Kenneth Eastwood is thinking about the future. That’s how he frames his role as superintendent of the Enlarged City School District of Middletown, New York, delegating much of the day-to-day work of running a high-poverty turnaround district of 6,800 students to look ahead and concentrate on the big picture.
“My office is always planning for 5 to 10 years down the road,” he said. “We identify ideas, figure out their legitimacy by testing them, and if they work, then we find the money to implement them. It’s different from being buried in the today.”
On his mind a lot these days is the new technological habitat of children younger than five, who are surrounded by digital devices that can adapt to their specific needs and strengths. This next generation of students is growing up in a world not only where learning is ubiquitous, but also where talking to devices—asking them questions and giving them instructions—is commonplace.
That observation has generated a series of questions in Eastwood’s mind: What should a “voice-activated classroom” look like? How do we design it?
“We need to have the appropriate learning environments” for these students, Eastwood said. “I’m extremely concerned that this new flock will come in and will be used to voice-activated environments and technology-based learning programs that know them well enough to move with them at appropriate paces.” For these kids, chalk-and-talk isn’t going to cut it.
From Living Rooms to Classrooms
The potential of voice-activation technology to disrupt incoming students’ abilities and expectations is no hypothetical. In 2015, the market for smart speakers such as the Amazon Echo and Google Home was roughly $360 million (a corresponding Apple device, the HomePod, is expected in early 2018). Estimates suggest that the market could reach $2 billion—and about 75 percent of U.S. homes—by 2020.
As a result, students will be expecting “individualized resources,” Eastwood said. “And when they don’t get that, more kids will be classified as ADHD, special education, and so forth, because they are not used to a passive environment and will be frustrated.”
So for forward-looking educators, the question is how best to put these new devices to work. Eastwood is an obvious person to ask.
Since 2013, Middletown has transformed instruction in all of its schools through incorporating technology and blended learning. Tour one of its elementary schools now, for example, and you see students actively using computers in one station while others work in small groups with their teacher or peers. The culture is crisp, and students know why they are working on any given task and what they are trying to achieve.

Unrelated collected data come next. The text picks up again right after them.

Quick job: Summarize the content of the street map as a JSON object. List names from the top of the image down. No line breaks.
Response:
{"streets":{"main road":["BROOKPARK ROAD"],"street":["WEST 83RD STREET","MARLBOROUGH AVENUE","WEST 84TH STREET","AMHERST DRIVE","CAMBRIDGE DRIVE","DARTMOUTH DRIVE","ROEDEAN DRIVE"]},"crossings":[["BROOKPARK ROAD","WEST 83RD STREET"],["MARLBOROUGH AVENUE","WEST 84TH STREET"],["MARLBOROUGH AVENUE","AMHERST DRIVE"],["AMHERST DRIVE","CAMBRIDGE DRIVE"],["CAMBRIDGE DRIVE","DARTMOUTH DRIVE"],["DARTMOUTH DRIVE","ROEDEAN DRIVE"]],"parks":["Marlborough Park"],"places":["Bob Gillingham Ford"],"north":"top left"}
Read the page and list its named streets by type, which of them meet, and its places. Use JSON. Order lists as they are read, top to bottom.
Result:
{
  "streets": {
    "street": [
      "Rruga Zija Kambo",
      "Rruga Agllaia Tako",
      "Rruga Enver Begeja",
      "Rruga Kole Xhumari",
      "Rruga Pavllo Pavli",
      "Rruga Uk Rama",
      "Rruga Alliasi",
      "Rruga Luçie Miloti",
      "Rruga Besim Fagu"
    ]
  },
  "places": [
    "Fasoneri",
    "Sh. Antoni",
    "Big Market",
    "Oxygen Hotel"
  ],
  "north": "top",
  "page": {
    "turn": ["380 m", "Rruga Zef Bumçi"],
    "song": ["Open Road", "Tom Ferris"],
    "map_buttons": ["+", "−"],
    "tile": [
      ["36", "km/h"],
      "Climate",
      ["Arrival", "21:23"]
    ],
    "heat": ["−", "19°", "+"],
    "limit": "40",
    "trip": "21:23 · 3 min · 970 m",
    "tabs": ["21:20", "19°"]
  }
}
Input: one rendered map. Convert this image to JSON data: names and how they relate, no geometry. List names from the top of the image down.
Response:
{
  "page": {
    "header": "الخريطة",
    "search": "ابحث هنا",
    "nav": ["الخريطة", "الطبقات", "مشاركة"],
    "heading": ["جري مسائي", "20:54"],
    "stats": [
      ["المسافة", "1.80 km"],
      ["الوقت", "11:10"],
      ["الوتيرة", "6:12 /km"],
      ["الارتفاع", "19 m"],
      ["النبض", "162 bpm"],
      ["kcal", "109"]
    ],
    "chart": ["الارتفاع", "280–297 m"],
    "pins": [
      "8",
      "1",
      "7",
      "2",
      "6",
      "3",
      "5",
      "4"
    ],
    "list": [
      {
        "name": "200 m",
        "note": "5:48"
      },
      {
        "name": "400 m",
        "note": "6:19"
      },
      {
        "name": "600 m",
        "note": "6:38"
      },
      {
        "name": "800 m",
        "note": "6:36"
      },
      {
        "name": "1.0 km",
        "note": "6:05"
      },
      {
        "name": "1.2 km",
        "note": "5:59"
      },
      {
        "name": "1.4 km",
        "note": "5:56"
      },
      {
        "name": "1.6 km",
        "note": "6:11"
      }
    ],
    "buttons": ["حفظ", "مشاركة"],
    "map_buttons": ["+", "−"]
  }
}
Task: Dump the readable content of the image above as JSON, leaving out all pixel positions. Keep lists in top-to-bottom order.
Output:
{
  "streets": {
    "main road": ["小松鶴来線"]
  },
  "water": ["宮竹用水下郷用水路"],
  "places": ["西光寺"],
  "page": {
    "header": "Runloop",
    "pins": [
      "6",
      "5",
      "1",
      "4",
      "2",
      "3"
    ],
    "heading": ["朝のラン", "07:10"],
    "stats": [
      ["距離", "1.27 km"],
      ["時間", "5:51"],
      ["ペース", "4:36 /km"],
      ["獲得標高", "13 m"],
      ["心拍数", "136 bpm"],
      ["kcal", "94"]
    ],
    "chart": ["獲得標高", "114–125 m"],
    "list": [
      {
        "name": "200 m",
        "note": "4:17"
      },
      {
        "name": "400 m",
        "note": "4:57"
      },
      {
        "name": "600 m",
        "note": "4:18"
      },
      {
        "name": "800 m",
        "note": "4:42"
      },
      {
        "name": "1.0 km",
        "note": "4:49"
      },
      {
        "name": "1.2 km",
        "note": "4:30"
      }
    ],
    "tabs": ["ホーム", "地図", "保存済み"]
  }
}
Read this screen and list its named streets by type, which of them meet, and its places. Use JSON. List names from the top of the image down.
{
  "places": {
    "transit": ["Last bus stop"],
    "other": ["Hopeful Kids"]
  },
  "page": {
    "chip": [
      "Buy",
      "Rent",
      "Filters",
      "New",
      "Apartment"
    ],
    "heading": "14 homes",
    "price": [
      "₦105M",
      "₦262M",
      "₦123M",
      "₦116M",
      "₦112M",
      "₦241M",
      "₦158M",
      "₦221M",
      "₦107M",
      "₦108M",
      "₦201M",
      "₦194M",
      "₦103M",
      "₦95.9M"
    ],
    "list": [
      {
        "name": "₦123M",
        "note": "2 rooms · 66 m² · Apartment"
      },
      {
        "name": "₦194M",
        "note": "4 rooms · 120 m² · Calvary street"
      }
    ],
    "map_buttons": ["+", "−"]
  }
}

The district also has embarked on an ambitious project to build a robust open educational resources (OER) curriculum with learning pathways that meet the needs of different students.
Middletown has achieved some notable results, too. It has entirely closed the graduation-rate gap between white and minority students, even as the percentage of nonwhite students in the district has doubled to 84 percent and the percentage of students who receive free and reduced-price school meals has climbed over 30 percentage points to 74 percent. The district’s schools have also narrowed the achievement gap in test scores, which NWEA MAP measures show are trending upward.
So how would Eastwood design a voice-activated classroom? He shared a few ideas.
In one design, each classroom would contain a few microphones around the room, which would recognize individual students’ voices and distinguish between different students’ questions and commands. In turn, a connected-learning application could provide verbal responses to an individual student’s device. Students could work wearing headphones to create an intimate, quiet experience in a shared classroom environment. In another potential classroom design, instead of allowing
all students to ask a question in an impromptu fashion, they might visit a question station instead.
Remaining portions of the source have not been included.